DECC to host rural health conference
Duluth will be home to the Minnesota Rural Health Conference again this year.
The conference, co-sponsored by the Minnesota Department of Health, the Minnesota Rural Health Association and the National Rural Health Resource Center, will take place June 24-25 at the Duluth Entertainment Convention Center.
The 2012 conference, also at the DECC, drew more than 450 participants, including rural hospital staff and volunteers, rural health professionals, state legislators, state and local public health staff, students and educators.
More information is online at: https://secure.ruralcenter.org/conference/
St. Luke’s gets a +
St. Luke’s hospital has been recognized as a center of excellence for hip and knee replacements.

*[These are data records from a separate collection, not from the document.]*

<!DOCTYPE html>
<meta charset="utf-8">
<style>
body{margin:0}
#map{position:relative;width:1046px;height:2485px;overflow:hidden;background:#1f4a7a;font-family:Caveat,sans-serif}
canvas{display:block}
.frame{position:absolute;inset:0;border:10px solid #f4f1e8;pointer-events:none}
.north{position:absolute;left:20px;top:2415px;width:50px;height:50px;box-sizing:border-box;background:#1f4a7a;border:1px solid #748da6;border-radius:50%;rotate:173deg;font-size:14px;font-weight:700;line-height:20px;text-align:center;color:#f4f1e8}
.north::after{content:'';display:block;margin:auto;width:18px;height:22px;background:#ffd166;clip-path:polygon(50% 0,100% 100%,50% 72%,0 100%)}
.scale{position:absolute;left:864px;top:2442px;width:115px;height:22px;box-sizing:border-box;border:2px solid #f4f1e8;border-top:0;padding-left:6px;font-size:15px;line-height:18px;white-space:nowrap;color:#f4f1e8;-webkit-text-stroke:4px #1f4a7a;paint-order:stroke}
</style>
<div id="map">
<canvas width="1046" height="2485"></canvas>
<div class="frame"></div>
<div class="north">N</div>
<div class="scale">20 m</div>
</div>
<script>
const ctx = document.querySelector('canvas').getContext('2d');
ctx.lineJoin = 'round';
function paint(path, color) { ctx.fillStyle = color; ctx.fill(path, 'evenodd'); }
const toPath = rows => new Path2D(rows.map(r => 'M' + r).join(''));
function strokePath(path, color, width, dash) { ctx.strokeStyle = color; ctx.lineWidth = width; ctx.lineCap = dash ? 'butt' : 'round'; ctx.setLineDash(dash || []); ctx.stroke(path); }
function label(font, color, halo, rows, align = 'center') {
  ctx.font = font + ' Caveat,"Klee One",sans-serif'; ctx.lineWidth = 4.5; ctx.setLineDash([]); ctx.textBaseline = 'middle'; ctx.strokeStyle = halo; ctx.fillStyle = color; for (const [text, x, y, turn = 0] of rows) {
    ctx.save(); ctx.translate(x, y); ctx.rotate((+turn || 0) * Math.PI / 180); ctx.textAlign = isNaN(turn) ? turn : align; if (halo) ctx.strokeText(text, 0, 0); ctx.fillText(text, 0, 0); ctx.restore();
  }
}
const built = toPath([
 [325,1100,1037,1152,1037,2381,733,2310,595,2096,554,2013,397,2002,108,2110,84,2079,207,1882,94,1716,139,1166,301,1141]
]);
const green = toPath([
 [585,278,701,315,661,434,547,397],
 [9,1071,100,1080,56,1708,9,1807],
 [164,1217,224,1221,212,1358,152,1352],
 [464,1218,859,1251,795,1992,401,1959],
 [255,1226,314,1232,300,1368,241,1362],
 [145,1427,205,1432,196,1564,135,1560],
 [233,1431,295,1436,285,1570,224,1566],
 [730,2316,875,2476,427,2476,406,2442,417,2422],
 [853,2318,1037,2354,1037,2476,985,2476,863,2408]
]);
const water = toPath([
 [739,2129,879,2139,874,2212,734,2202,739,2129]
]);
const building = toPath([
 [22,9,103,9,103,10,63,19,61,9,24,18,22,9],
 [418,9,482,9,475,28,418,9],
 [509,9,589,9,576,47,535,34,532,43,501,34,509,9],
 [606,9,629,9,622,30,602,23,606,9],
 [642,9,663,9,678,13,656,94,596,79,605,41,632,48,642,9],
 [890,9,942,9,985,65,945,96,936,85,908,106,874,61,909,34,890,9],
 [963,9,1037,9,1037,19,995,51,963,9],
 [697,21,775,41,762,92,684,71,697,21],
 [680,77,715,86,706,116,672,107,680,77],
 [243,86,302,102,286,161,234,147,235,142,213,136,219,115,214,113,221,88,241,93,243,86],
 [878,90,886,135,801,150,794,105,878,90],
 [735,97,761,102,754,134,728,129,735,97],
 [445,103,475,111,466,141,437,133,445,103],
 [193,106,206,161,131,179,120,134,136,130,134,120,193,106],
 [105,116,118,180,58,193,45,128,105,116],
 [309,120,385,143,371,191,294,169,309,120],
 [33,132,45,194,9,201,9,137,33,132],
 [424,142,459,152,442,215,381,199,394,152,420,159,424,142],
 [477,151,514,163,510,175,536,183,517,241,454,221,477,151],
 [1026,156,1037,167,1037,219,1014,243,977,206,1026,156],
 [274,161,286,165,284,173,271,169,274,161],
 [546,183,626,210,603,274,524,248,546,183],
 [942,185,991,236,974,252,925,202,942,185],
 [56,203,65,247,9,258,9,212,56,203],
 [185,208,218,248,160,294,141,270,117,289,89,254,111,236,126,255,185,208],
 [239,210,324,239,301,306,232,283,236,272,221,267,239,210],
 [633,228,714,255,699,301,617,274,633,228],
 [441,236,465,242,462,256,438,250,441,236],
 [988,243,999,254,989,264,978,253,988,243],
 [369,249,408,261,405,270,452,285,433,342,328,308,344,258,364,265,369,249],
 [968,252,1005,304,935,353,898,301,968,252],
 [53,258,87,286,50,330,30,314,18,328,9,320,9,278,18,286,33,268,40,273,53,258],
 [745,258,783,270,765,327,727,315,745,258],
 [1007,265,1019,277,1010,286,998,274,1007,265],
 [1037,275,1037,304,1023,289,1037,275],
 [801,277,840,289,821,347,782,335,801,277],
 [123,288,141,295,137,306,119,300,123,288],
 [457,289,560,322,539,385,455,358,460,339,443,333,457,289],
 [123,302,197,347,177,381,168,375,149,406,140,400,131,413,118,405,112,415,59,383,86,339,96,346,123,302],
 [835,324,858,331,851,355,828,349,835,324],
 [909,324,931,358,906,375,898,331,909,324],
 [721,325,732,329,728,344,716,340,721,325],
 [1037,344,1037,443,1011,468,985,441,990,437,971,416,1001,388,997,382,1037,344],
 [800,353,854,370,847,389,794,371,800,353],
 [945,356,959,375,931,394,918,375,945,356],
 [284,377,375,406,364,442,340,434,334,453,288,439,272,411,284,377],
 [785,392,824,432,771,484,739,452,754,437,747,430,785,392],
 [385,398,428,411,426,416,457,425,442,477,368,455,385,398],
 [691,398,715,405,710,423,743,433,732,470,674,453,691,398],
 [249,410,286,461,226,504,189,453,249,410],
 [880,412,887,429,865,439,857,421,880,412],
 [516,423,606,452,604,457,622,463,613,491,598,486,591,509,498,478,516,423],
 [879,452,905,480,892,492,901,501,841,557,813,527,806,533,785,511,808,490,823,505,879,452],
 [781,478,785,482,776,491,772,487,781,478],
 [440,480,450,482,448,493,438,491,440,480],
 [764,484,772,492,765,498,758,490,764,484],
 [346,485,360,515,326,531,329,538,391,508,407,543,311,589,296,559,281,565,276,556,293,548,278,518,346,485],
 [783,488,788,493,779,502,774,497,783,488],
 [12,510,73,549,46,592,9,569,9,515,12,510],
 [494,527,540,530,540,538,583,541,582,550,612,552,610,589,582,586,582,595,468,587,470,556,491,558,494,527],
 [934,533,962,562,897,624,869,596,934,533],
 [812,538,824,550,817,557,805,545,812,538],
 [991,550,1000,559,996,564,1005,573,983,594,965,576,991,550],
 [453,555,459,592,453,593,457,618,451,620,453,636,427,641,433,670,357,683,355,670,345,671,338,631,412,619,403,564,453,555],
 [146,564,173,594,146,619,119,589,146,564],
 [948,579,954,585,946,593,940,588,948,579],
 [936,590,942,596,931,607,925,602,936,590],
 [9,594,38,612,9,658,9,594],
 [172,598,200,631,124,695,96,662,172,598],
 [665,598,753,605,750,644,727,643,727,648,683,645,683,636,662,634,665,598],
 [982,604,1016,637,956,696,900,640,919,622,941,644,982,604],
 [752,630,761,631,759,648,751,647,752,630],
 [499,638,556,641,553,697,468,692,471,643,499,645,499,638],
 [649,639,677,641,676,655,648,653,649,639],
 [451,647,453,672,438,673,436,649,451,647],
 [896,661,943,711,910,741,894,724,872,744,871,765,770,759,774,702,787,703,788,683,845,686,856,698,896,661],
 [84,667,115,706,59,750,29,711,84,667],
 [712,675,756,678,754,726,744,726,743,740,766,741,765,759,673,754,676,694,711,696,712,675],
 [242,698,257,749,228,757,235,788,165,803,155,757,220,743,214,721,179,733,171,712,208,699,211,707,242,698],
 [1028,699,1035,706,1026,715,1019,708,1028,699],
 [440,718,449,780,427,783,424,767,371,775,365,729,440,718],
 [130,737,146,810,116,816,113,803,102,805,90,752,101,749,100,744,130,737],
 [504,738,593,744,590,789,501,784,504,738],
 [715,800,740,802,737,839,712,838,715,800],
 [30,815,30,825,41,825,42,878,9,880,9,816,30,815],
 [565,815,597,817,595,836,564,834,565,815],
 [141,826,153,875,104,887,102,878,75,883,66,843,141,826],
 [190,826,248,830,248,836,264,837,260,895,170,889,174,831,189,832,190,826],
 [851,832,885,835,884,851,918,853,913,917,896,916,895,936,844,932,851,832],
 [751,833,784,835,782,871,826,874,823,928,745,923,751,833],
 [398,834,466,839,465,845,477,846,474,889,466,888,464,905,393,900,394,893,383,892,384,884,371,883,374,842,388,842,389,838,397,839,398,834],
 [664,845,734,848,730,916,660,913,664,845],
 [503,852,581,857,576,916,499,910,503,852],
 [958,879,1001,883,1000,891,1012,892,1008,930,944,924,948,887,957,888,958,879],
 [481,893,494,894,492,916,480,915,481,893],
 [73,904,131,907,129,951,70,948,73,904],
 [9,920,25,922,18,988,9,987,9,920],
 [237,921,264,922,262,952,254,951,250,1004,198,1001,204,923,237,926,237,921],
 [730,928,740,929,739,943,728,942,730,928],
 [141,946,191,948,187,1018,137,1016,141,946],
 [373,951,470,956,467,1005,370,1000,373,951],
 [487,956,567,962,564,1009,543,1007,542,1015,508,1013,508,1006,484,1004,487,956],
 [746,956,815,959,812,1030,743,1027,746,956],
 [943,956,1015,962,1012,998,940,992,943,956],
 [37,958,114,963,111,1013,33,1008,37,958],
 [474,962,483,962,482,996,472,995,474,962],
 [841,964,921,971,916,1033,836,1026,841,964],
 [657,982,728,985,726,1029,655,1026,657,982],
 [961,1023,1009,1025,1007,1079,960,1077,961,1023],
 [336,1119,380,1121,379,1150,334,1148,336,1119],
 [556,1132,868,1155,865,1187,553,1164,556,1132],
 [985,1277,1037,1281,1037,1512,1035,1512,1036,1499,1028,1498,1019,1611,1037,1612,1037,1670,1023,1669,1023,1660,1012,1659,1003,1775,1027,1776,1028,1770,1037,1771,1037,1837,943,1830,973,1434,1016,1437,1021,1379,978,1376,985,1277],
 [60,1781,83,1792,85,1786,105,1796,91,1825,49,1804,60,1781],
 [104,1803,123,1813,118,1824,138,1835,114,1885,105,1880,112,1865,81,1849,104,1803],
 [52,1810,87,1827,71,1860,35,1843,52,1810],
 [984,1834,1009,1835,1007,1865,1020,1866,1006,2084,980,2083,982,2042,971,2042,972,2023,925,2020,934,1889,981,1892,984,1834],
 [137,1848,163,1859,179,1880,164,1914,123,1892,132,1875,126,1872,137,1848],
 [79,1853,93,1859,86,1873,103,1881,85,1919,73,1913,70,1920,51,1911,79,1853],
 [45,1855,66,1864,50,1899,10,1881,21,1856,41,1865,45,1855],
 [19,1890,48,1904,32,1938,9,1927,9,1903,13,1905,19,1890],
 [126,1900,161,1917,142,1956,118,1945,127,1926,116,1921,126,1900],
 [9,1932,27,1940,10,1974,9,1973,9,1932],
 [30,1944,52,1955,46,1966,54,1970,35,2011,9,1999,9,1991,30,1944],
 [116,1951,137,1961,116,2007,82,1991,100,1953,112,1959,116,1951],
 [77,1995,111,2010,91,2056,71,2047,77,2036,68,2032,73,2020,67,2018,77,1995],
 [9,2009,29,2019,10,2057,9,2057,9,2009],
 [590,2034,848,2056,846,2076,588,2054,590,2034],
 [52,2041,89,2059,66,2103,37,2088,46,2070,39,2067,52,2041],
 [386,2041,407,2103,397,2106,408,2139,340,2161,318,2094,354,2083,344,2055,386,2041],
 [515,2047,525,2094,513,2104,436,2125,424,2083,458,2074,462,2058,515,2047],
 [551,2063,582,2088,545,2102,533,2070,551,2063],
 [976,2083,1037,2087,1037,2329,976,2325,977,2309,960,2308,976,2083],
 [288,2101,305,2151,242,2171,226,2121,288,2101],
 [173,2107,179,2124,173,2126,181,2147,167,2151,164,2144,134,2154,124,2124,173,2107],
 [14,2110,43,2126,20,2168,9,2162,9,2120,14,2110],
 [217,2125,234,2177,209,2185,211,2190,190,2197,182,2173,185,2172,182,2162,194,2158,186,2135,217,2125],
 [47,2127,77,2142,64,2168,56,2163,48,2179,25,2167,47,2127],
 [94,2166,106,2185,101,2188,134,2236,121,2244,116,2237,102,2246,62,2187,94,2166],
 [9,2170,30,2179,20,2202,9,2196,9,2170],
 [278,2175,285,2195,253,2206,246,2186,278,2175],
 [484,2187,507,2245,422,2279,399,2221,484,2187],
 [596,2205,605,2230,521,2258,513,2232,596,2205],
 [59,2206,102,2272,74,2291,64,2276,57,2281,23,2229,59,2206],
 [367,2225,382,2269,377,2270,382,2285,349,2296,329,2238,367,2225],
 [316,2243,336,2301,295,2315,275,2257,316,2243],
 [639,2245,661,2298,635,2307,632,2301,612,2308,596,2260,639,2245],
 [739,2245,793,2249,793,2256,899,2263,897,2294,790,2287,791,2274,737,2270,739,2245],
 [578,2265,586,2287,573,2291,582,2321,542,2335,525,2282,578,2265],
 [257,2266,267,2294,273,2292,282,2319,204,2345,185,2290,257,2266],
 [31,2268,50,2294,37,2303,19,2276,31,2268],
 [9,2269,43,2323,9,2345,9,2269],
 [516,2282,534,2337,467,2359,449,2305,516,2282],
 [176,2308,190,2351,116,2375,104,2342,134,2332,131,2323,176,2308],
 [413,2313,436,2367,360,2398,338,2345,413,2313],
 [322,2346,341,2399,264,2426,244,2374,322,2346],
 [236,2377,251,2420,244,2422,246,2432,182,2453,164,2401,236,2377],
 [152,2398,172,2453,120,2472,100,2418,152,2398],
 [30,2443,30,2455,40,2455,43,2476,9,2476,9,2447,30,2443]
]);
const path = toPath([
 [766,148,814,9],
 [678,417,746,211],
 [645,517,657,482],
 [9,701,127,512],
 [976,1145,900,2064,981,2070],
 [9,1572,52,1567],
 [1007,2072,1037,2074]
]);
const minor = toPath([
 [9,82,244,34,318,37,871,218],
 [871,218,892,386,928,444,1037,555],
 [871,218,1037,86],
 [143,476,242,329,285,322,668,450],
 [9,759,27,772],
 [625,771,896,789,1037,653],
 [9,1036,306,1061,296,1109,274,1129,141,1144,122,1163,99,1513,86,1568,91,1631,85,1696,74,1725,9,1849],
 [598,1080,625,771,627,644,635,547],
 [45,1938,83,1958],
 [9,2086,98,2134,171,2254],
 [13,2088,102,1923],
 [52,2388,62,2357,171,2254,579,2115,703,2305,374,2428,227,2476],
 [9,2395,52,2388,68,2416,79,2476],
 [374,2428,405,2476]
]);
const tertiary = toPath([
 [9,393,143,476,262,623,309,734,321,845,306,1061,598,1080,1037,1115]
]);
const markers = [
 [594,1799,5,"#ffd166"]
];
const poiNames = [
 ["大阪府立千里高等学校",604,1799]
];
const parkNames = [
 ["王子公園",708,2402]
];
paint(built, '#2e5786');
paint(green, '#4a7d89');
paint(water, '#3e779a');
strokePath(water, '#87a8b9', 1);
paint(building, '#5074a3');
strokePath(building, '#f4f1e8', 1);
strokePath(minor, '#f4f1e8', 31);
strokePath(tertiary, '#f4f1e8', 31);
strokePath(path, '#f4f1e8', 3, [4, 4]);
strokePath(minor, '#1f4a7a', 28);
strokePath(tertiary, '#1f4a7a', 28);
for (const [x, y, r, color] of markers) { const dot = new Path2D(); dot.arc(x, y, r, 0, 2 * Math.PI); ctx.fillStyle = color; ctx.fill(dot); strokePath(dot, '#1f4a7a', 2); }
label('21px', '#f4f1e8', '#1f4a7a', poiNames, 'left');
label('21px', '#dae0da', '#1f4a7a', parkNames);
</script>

The notice came from Blue Cross and Blue Shield, the Eagan, Minn.-based health insurance company. It designated St. Luke’s a Blue Distinction Center+, the hospital said in a news release.
Making it a SNAP
A Minnesota agency has simplified the process senior citizens use to apply for access to healthy food.
The Minnesota Department of Health Services announced on Wednesday it had launched a one-page application for the Supplemental Nutrition Assistance Program for Minnesotans age 60 or older.
Previously, senior citizens had to fill out a combined application for food, cash and health-care benefits. That form still is required for those younger than 60, a Department of Health Services news release said.
Michele Kimball, AARP Minnesota state director, said she hoped the simplified process would entice more seniors to get the food assistance they need.
At the end of 2012, only 50.5 percent of Minnesota seniors eligible for SNAP were accessing it, the news release. In all, more than 500,000 Minnesotans are on SNAP.
Seniors interested in applying should contact their county social service agency.